WORK TO COMPLETE ->
Give back all the records exactly, keeping every line whole.

RECORDS SHOWN ->

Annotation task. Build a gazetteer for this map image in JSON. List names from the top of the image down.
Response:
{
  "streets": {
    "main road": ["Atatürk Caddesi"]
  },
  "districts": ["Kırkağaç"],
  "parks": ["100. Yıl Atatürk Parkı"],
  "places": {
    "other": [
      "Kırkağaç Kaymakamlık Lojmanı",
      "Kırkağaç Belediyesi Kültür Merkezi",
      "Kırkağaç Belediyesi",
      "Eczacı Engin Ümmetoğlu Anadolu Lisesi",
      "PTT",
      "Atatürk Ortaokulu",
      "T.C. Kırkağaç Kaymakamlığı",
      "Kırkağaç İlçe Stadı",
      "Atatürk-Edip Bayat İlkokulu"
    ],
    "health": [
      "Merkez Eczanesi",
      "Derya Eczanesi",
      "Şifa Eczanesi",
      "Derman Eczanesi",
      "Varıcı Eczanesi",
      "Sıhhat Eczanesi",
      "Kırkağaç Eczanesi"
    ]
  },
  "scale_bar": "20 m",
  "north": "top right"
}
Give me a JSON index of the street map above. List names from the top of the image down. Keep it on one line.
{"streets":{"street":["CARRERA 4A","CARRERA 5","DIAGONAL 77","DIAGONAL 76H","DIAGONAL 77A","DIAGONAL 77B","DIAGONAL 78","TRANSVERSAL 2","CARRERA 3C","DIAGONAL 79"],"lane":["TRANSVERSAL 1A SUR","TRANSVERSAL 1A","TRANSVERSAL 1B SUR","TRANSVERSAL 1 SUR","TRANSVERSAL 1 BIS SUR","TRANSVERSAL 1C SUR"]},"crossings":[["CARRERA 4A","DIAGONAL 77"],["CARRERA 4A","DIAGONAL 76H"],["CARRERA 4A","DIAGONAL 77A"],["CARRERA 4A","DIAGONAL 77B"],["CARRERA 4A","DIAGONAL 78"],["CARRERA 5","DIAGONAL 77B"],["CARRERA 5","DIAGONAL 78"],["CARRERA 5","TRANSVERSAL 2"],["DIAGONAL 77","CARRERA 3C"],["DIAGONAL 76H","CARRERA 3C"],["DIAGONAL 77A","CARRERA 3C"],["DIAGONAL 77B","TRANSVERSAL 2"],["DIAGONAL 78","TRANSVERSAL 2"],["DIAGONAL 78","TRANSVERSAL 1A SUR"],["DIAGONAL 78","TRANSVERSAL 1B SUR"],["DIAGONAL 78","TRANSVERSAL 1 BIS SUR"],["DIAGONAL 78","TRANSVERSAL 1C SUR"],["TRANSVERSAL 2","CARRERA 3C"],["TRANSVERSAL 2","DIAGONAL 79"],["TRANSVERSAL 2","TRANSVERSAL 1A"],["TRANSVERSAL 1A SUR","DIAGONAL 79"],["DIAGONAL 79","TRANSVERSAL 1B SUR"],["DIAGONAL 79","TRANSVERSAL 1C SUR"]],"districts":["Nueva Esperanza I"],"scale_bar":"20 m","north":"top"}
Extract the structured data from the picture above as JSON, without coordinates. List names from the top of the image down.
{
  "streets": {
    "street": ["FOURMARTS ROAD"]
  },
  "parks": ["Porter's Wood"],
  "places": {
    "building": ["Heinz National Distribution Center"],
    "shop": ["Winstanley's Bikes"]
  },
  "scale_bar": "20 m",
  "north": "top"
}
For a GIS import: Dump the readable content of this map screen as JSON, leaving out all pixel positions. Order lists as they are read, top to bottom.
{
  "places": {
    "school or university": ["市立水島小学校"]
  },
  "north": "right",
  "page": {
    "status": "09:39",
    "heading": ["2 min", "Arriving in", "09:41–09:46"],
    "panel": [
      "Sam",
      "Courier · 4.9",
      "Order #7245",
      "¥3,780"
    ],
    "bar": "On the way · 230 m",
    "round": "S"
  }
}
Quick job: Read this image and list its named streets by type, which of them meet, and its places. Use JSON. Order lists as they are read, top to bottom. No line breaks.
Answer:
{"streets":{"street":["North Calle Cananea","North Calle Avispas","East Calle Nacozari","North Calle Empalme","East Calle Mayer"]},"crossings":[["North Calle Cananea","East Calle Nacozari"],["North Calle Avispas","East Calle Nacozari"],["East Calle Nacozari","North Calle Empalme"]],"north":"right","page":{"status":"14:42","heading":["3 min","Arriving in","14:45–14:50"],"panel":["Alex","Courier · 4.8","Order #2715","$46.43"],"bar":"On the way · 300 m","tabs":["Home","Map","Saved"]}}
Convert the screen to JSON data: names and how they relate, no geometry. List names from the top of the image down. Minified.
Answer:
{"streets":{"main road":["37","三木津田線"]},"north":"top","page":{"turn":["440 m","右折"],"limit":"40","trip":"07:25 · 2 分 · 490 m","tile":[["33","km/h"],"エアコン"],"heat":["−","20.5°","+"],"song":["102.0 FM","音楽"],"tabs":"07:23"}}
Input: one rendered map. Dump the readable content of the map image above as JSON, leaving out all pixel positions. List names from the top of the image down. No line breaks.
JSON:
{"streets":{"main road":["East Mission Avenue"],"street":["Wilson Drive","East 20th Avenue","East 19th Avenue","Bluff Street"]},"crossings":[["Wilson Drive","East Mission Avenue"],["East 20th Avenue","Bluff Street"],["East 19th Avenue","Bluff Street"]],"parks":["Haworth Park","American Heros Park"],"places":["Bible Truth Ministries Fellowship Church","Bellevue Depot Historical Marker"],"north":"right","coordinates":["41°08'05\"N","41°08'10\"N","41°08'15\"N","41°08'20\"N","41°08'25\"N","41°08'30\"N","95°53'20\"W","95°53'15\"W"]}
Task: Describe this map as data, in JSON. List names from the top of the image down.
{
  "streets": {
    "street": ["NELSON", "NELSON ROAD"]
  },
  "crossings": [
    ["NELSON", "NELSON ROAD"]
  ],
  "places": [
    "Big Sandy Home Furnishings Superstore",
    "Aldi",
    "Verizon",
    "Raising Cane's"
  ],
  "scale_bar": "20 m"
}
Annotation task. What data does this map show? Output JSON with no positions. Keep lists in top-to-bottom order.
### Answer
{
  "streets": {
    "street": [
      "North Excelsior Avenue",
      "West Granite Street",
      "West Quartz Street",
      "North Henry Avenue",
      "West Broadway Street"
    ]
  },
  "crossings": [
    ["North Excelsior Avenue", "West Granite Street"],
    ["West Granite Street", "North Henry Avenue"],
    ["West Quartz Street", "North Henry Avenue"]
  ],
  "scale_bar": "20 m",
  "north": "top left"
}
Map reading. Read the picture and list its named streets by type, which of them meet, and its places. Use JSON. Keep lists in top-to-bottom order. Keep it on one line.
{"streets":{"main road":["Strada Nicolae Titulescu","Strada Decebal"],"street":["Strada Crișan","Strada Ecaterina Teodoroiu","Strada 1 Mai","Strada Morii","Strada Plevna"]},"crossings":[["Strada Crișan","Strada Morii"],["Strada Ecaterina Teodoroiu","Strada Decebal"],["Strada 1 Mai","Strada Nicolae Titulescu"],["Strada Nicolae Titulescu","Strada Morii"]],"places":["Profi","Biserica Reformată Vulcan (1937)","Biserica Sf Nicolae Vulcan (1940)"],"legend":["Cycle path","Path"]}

WRITTEN SOLUTION ->
Annotation task. Build a gazetteer for this map image in JSON. List names from the top of the image down.
Response:
{
  "streets": {
    "main road": ["Atatürk Caddesi"]
  },
  "districts": ["Kırkağaç"],
  "parks": ["100. Yıl Atatürk Parkı"],
  "places": {
    "other": [
      "Kırkağaç Kaymakamlık Lojmanı",
      "Kırkağaç Belediyesi Kültür Merkezi",
      "Kırkağaç Belediyesi",
      "Eczacı Engin Ümmetoğlu Anadolu Lisesi",
      "PTT",
      "Atatürk Ortaokulu",
      "T.C. Kırkağaç Kaymakamlığı",
      "Kırkağaç İlçe Stadı",
      "Atatürk-Edip Bayat İlkokulu"
    ],
    "health": [
      "Merkez Eczanesi",
      "Derya Eczanesi",
      "Şifa Eczanesi",
      "Derman Eczanesi",
      "Varıcı Eczanesi",
      "Sıhhat Eczanesi",
      "Kırkağaç Eczanesi"
    ]
  },
  "scale_bar": "20 m",
  "north": "top right"
}
Give me a JSON index of the street map above. List names from the top of the image down. Keep it on one line.
{"streets":{"street":["CARRERA 4A","CARRERA 5","DIAGONAL 77","DIAGONAL 76H","DIAGONAL 77A","DIAGONAL 77B","DIAGONAL 78","TRANSVERSAL 2","CARRERA 3C","DIAGONAL 79"],"lane":["TRANSVERSAL 1A SUR","TRANSVERSAL 1A","TRANSVERSAL 1B SUR","TRANSVERSAL 1 SUR","TRANSVERSAL 1 BIS SUR","TRANSVERSAL 1C SUR"]},"crossings":[["CARRERA 4A","DIAGONAL 77"],["CARRERA 4A","DIAGONAL 76H"],["CARRERA 4A","DIAGONAL 77A"],["CARRERA 4A","DIAGONAL 77B"],["CARRERA 4A","DIAGONAL 78"],["CARRERA 5","DIAGONAL 77B"],["CARRERA 5","DIAGONAL 78"],["CARRERA 5","TRANSVERSAL 2"],["DIAGONAL 77","CARRERA 3C"],["DIAGONAL 76H","CARRERA 3C"],["DIAGONAL 77A","CARRERA 3C"],["DIAGONAL 77B","TRANSVERSAL 2"],["DIAGONAL 78","TRANSVERSAL 2"],["DIAGONAL 78","TRANSVERSAL 1A SUR"],["DIAGONAL 78","TRANSVERSAL 1B SUR"],["DIAGONAL 78","TRANSVERSAL 1 BIS SUR"],["DIAGONAL 78","TRANSVERSAL 1C SUR"],["TRANSVERSAL 2","CARRERA 3C"],["TRANSVERSAL 2","DIAGONAL 79"],["TRANSVERSAL 2","TRANSVERSAL 1A"],["TRANSVERSAL 1A SUR","DIAGONAL 79"],["DIAGONAL 79","TRANSVERSAL 1B SUR"],["DIAGONAL 79","TRANSVERSAL 1C SUR"]],"districts":["Nueva Esperanza I"],"scale_bar":"20 m","north":"top"}
Extract the structured data from the picture above as JSON, without coordinates. List names from the top of the image down.
{
  "streets": {
    "street": ["FOURMARTS ROAD"]
  },
  "parks": ["Porter's Wood"],
  "places": {
    "building": ["Heinz National Distribution Center"],
    "shop": ["Winstanley's Bikes"]
  },
  "scale_bar": "20 m",
  "north": "top"
}
For a GIS import: Dump the readable content of this map screen as JSON, leaving out all pixel positions. Order lists as they are read, top to bottom.
{
  "places": {
    "school or university": ["市立水島小学校"]
  },
  "north": "right",
  "page": {
    "status": "09:39",
    "heading": ["2 min", "Arriving in", "09:41–09:46"],
    "panel": [
      "Sam",
      "Courier · 4.9",
      "Order #7245",
      "¥3,780"
    ],
    "bar": "On the way · 230 m",
    "round": "S"
  }
}
Quick job: Read this image and list its named streets by type, which of them meet, and its places. Use JSON. Order lists as they are read, top to bottom. No line breaks.
Answer:
{"streets":{"street":["North Calle Cananea","North Calle Avispas","East Calle Nacozari","North Calle Empalme","East Calle Mayer"]},"crossings":[["North Calle Cananea","East Calle Nacozari"],["North Calle Avispas","East Calle Nacozari"],["East Calle Nacozari","North Calle Empalme"]],"north":"right","page":{"status":"14:42","heading":["3 min","Arriving in","14:45–14:50"],"panel":["Alex","Courier · 4.8","Order #2715","$46.43"],"bar":"On the way · 300 m","tabs":["Home","Map","Saved"]}}
Convert the screen to JSON data: names and how they relate, no geometry. List names from the top of the image down. Minified.
Answer:
{"streets":{"main road":["37","三木津田線"]},"north":"top","page":{"turn":["440 m","右折"],"limit":"40","trip":"07:25 · 2 分 · 490 m","tile":[["33","km/h"],"エアコン"],"heat":["−","20.5°","+"],"song":["102.0 FM","音楽"],"tabs":"07:23"}}
Input: one rendered map. Dump the readable content of the map image above as JSON, leaving out all pixel positions. List names from the top of the image down. No line breaks.
JSON:
{"streets":{"main road":["East Mission Avenue"],"street":["Wilson Drive","East 20th Avenue","East 19th Avenue","Bluff Street"]},"crossings":[["Wilson Drive","East Mission Avenue"],["East 20th Avenue","Bluff Street"],["East 19th Avenue","Bluff Street"]],"parks":["Haworth Park","American Heros Park"],"places":["Bible Truth Ministries Fellowship Church","Bellevue Depot Historical Marker"],"north":"right","coordinates":["41°08'05\"N","41°08'10\"N","41°08'15\"N","41°08'20\"N","41°08'25\"N","41°08'30\"N","95°53'20\"W","95°53'15\"W"]}
Task: Describe this map as data, in JSON. List names from the top of the image down.
{
  "streets": {
    "street": ["NELSON", "NELSON ROAD"]
  },
  "crossings": [
    ["NELSON", "NELSON ROAD"]
  ],
  "places": [
    "Big Sandy Home Furnishings Superstore",
    "Aldi",
    "Verizon",
    "Raising Cane's"
  ],
  "scale_bar": "20 m"
}
Annotation task. What data does this map show? Output JSON with no positions. Keep lists in top-to-bottom order.
### Answer
{
  "streets": {
    "street": [
      "North Excelsior Avenue",
      "West Granite Street",
      "West Quartz Street",
      "North Henry Avenue",
      "West Broadway Street"
    ]
  },
  "crossings": [
    ["North Excelsior Avenue", "West Granite Street"],
    ["West Granite Street", "North Henry Avenue"],
    ["West Quartz Street", "North Henry Avenue"]
  ],
  "scale_bar": "20 m",
  "north": "top left"
}
Map reading. Read the picture and list its named streets by type, which of them meet, and its places. Use JSON. Keep lists in top-to-bottom order. Keep it on one line.
{"streets":{"main road":["Strada Nicolae Titulescu","Strada Decebal"],"street":["Strada Crișan","Strada Ecaterina Teodoroiu","Strada 1 Mai","Strada Morii","Strada Plevna"]},"crossings":[["Strada Crișan","Strada Morii"],["Strada Ecaterina Teodoroiu","Strada Decebal"],["Strada 1 Mai","Strada Nicolae Titulescu"],["Strada Nicolae Titulescu","Strada Morii"]],"places":["Profi","Biserica Reformată Vulcan (1937)","Biserica Sf Nicolae Vulcan (1940)"],"legend":["Cycle path","Path"]}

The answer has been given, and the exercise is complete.